Titular sees are dioceses that no longer functionally exist, often because the territory was conquered by Muslims or because it is schismatic. The Greek–Turkish population exchange of 1923 also contributed to titular sees. The see of Maximianoupolis along with the town that shared its name was destroyed by the Bulgarians under Emperor Kaloyan in 1207; the town and the see were under the control of the Latin Empire, which took Constantinople during the Fourth Crusade in 1204. Parthenia, in north Africa, was abandoned and swallowed by desert sand. [1]

Roman Catholic Church

During the Muslim conquests of the Middle East and North Africa, some bishops fled to Christian-ruled areas. Even if they did not return and the Christian population of their dioceses dispersed, were killed or abandoned the Catholic faith, they continued to be seen as the bishops of those dioceses, who could give rise, even after long interruption (exile and/or vacancy), to a 'restored' line of apostolic succession on each see.

The Ordinary or hierarch of a Catholic titular see may be styled a "Titular Metropolitan" (highest rank), "Titular Archbishop" (intermediary rank) or "Titular bishop" (lowest rank), which normally goes by the status conferred on the titular see (mostly corresponding to its historical rank), but exceptions ad hoc are currently made on a regular basis, either above or below the titular see's rank, while titular sees have repeatedly been promoted or demoted.

There are practical advantages in certain circumstances in not establishing a permanent diocese in a given territory, for reasons of the limited size of the Catholic population, its lack of permanence, the likelihood of having to divide the jurisdiction in a not distant future, and so on. In these circumstances the Catholic Church establishes sometimes not a diocese but a canonical jurisdiction of another kind. This may be, for example, a Mission sui iuris, an Apostolic Administration (permanently constituted), an Ordinariate, a Prefecture Apostolic, a territorial Abbey, a Vicariate Apostolic, or a Prelature. The ecclesiastic placed in charge of one of these jurisdictions has a corresponding title, such as Superior of a Mission sui iuris, Apostolic Administrator, Ordinary, Prefect Apostolic, territorial Abbot, Vicar Apostolic, or Prelate. The ecclesiastic may be in priestly or episcopal orders. In recent practice an Apostolic Administrator, Vicar Apostolic, or Prelate (in this precise sense) is often appointed (and consecrated) a bishop. If that happens he is assigned a titular see, in addition to his status as head of the territorial jurisdiction. the appointment as bishop is less likely in the case of a Superior of a Mission sui iuris, or a Prefect Apostolic, but may happen, especially when a man who is already a bishop governing a particular jurisdiction is appointed cumulatively to govern one of these others. A particular territory may have its canonical status changed more than once, or may be united to a neighbouring territory or subdivided, according to developing circumstances. An example might be the uniting on November 30, 1987, of two Egyptian vicariates apostolic, Heliopolis of Egypt and Port Said, to become the single Vicariate Apostolic of Alexandria of Egypt–Heliopolis of Egypt–Port Said, governed by Egypt's only Latin Ordinary at present. A different example would be the division, on 6 July 6, 1992, of the Ghanaian diocese of Accra, to separate from its territory the new diocese of Koforidua. At the same date, the diocese of Accra became a Metropolitan Archdiocese.

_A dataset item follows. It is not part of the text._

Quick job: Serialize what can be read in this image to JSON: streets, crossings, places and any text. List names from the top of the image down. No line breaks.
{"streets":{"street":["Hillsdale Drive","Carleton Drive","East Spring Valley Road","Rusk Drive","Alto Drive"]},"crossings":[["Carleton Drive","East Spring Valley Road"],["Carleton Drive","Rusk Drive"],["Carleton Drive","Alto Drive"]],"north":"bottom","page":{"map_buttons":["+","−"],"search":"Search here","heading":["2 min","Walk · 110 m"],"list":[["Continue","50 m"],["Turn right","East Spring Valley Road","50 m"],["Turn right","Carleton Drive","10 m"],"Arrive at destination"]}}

After a name change, an abandoned name may be 'restored' as a titular see, even though a residential successor see exist(ed). Furthermore, the Catholic Church may create more than one titular see named after a single city, by creating one or more lines of apostolic succession assigned to the Latin and/or one or more Eastern Catholic rites, which are not necessarily of the same rank.

It was formerly the practice to add the term in partibus infidelium, often shortened to in partibus or i.p.i., meaning "in the lands of the unbelievers", to the name of the see conferred on titular (non-diocesan) Latin Church bishops. Formerly, when bishops fled from invading Muslims, they were welcomed by other churches, while preserving their titles and their rights to their own dioceses. They were entrusted with the administration of vacant sees of other dioceses, or with assisting in such government of a see which already had a residential bishop. In later days it was deemed fitting to preserve the memory of ancient Christian churches which no longer existed; this was done by giving their names to auxiliary bishops or bishops in missionary countries. [2] These bishops did not reside in the sees whose titles they bore, not could they exercise any power over them, [3] and are not entrusted with their care. [4] They are therefore called titular bishops, as opposed to diocesan bishops, and the sees themselves are called titular sees, as opposed to residential sees.

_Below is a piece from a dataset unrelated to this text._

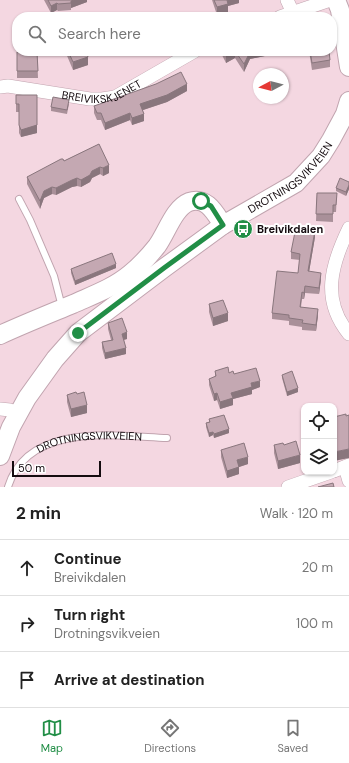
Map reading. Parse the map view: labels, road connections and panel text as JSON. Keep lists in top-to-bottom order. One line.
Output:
{"streets":{"main road":["DROTNINGSVIKVEIEN"],"street":["BREIVIKSKJENET"]},"places":{"bus stop":["Breivikdalen"]},"scale_bar":"50 m","north":"left","page":{"search":"Search here","scale":"50 m","heading":["2 min","Walk · 120 m"],"list":[["Continue","Breivikdalen","20 m"],["Turn right","Drotningsvikveien","100 m"],"Arrive at destination"],"nav":["Map","Directions","Saved"]}}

The regular appointment of titular bishops is said to date back to the time of the Fifth Lateran Council, in 1514; cardinals alone were authorized to ask for titular bishops to be appointed to assist them in their dioceses. Pope Pius V extended the privilege to all sees in which it had become customary to have auxiliary bishops. Since then the practice has become more widespread. [2]

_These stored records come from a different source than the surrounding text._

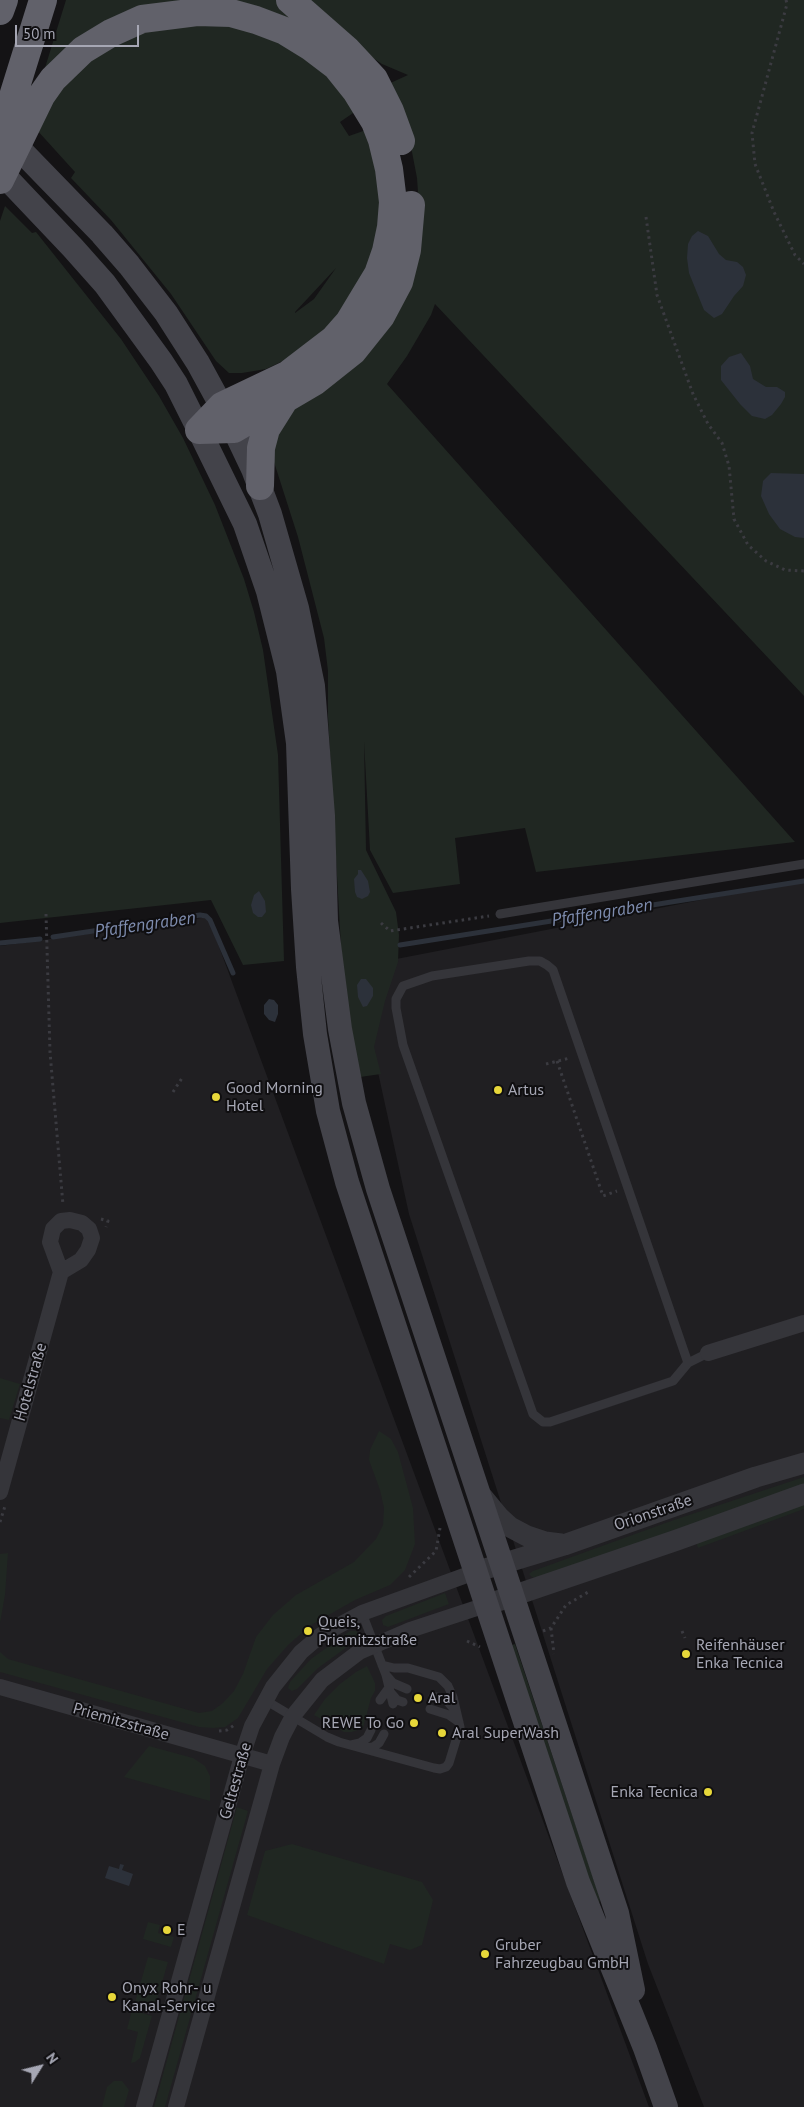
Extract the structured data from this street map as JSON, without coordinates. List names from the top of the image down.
{
  "streets": {
    "street": [
      "Hotelstraße",
      "Orionstraße",
      "Priemitzstraße",
      "Geltestraße"
    ]
  },
  "crossings": [
    ["Orionstraße", "Geltestraße"],
    ["Priemitzstraße", "Geltestraße"]
  ],
  "water": ["Pfaffengraben"],
  "places": [
    "Artus",
    "Good Morning Hotel",
    "Queis, Priemitzstraße",
    "Reifenhäuser Enka Tecnica",
    "Aral",
    "REWE To Go",
    "Aral SuperWash",
    "Enka Tecnica",
    "E",
    "Gruber Fahrzeugbau GmbH",
    "Onyx Rohr- u Kanal-Service"
  ],
  "scale_bar": "50 m",
  "north": "top right"
}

Although the normal constitution of the hierarchy has always been built on the idea of local jurisdiction of the bishops, there are indications, in the early history of the Church, of many who did not enjoy what is usually called ordinary jurisdiction. Besides those who were endowed with the episcopal character, in order to assist the local bishops there were those who had been driven from their dioceses by infidels or by heretics, or who for other reasons could not reside in the places to which they had been appointed. The spread of Islam through Muslim conquests in Asia and Africa was responsible for hundreds of abandoned sees. During the Crusades, the Latins, who established new Christian communities, composed of Europeans and belonging to the Latin Rite, procured the erection of new dioceses for their benefit, and these in turn, during the growth of the Ottoman Empire, increased the number of abandoned sees. The final development of the list of sees, called in partibus infidelium, took shape, at first, from the attempt of the Holy See to keep up the succession of bishops in these dioceses, in the hope of reconquering their territory from the infidel. When all hope of such redemption was given up, these titles were still conferred on those who were chosen to assist the diocesan bishops in their labors. After the 14th century the large increase of population in the great centers rendered such assistance particularly necessary. In the 16th century the Holy See inaugurated the policy of consecrating nuncios and other prelates, delegated to represent the Pope in his relations with the different nations, so that they would be equals with the diocesan bishops of the countries in which they were ambassadors. [5]

The foundation of the Congregation for the Propagation of the Faith, in 1622, gave a great impetus to the missionary work of the Church in China and Japan, and elsewhere a great increase in the number of bishops became necessary and those received their titles from the ancient abandoned sees. [5]

Only about 1850, was any attempt made to compile a list of such sees. Gaetano Moroni had already, in 1840, began publication of his 103 volume Dizionario di erudizione storico-ecclesiastica with a separate six volume index. [6] [7] Moroni acknowledged the great difficulties in compiling this work, even after he thoroughly examined all the sources available to him. [5]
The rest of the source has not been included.